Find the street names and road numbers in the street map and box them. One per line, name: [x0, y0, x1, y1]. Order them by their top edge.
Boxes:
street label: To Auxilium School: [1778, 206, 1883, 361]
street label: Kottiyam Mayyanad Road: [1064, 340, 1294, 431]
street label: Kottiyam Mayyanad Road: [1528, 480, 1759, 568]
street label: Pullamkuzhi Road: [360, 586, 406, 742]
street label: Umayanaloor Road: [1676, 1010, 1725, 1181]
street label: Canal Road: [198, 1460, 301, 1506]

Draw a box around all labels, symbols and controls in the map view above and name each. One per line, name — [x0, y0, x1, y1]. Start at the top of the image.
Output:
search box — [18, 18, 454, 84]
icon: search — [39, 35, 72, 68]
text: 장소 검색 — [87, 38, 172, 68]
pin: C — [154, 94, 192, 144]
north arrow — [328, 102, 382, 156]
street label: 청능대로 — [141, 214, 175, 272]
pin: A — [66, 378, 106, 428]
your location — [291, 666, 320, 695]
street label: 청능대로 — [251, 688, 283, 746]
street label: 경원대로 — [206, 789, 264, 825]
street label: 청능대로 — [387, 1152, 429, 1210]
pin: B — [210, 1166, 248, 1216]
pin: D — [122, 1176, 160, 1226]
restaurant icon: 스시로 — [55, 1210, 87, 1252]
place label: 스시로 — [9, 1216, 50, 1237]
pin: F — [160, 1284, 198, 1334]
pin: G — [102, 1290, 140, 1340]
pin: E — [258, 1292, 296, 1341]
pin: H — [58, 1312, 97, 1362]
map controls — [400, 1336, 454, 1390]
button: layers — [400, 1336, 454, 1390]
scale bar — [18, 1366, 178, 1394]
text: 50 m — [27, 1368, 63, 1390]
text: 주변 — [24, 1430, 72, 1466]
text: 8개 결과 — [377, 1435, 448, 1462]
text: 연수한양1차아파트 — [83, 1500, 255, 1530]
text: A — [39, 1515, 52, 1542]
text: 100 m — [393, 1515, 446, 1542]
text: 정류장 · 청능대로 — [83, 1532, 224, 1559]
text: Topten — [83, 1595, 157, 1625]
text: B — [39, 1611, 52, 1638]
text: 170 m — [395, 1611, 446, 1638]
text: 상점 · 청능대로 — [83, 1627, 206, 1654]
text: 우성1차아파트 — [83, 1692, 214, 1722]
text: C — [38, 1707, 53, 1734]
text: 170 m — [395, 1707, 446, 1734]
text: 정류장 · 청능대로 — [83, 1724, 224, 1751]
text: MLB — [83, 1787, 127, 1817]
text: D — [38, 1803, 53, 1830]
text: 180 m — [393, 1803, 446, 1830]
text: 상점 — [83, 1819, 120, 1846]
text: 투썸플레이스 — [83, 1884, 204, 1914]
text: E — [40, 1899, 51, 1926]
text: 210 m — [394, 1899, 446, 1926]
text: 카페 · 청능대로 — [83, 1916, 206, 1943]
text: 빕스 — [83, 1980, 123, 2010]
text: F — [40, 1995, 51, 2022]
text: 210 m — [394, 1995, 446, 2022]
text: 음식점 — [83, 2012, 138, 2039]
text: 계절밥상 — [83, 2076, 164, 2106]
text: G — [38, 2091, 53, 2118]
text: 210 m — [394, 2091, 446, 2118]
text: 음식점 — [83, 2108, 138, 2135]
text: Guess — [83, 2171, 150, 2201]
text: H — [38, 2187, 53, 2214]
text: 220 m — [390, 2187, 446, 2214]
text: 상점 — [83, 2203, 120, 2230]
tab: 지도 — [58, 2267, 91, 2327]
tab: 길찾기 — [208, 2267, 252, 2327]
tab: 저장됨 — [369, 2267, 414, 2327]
========
Exercise instructions » Copy out the records above exactly and completely.

Solved problem »
Find the street names and road numbers in the street map and box them. One per line, name: [x0, y0, x1, y1]. Order them by their top edge.
Boxes:
street label: To Auxilium School: [1778, 206, 1883, 361]
street label: Kottiyam Mayyanad Road: [1064, 340, 1294, 431]
street label: Kottiyam Mayyanad Road: [1528, 480, 1759, 568]
street label: Pullamkuzhi Road: [360, 586, 406, 742]
street label: Umayanaloor Road: [1676, 1010, 1725, 1181]
street label: Canal Road: [198, 1460, 301, 1506]

Draw a box around all labels, symbols and controls in the map view above and name each. One per line, name — [x0, y0, x1, y1]. Start at the top of the image.
Output:
search box — [18, 18, 454, 84]
icon: search — [39, 35, 72, 68]
text: 장소 검색 — [87, 38, 172, 68]
pin: C — [154, 94, 192, 144]
north arrow — [328, 102, 382, 156]
street label: 청능대로 — [141, 214, 175, 272]
pin: A — [66, 378, 106, 428]
your location — [291, 666, 320, 695]
street label: 청능대로 — [251, 688, 283, 746]
street label: 경원대로 — [206, 789, 264, 825]
street label: 청능대로 — [387, 1152, 429, 1210]
pin: B — [210, 1166, 248, 1216]
pin: D — [122, 1176, 160, 1226]
restaurant icon: 스시로 — [55, 1210, 87, 1252]
place label: 스시로 — [9, 1216, 50, 1237]
pin: F — [160, 1284, 198, 1334]
pin: G — [102, 1290, 140, 1340]
pin: E — [258, 1292, 296, 1341]
pin: H — [58, 1312, 97, 1362]
map controls — [400, 1336, 454, 1390]
button: layers — [400, 1336, 454, 1390]
scale bar — [18, 1366, 178, 1394]
text: 50 m — [27, 1368, 63, 1390]
text: 주변 — [24, 1430, 72, 1466]
text: 8개 결과 — [377, 1435, 448, 1462]
text: 연수한양1차아파트 — [83, 1500, 255, 1530]
text: A — [39, 1515, 52, 1542]
text: 100 m — [393, 1515, 446, 1542]
text: 정류장 · 청능대로 — [83, 1532, 224, 1559]
text: Topten — [83, 1595, 157, 1625]
text: B — [39, 1611, 52, 1638]
text: 170 m — [395, 1611, 446, 1638]
text: 상점 · 청능대로 — [83, 1627, 206, 1654]
text: 우성1차아파트 — [83, 1692, 214, 1722]
text: C — [38, 1707, 53, 1734]
text: 170 m — [395, 1707, 446, 1734]
text: 정류장 · 청능대로 — [83, 1724, 224, 1751]
text: MLB — [83, 1787, 127, 1817]
text: D — [38, 1803, 53, 1830]
text: 180 m — [393, 1803, 446, 1830]
text: 상점 — [83, 1819, 120, 1846]
text: 투썸플레이스 — [83, 1884, 204, 1914]
text: E — [40, 1899, 51, 1926]
text: 210 m — [394, 1899, 446, 1926]
text: 카페 · 청능대로 — [83, 1916, 206, 1943]
text: 빕스 — [83, 1980, 123, 2010]
text: F — [40, 1995, 51, 2022]
text: 210 m — [394, 1995, 446, 2022]
text: 음식점 — [83, 2012, 138, 2039]
text: 계절밥상 — [83, 2076, 164, 2106]
text: G — [38, 2091, 53, 2118]
text: 210 m — [394, 2091, 446, 2118]
text: 음식점 — [83, 2108, 138, 2135]
text: Guess — [83, 2171, 150, 2201]
text: H — [38, 2187, 53, 2214]
text: 220 m — [390, 2187, 446, 2214]
text: 상점 — [83, 2203, 120, 2230]
tab: 지도 — [58, 2267, 91, 2327]
tab: 길찾기 — [208, 2267, 252, 2327]
tab: 저장됨 — [369, 2267, 414, 2327]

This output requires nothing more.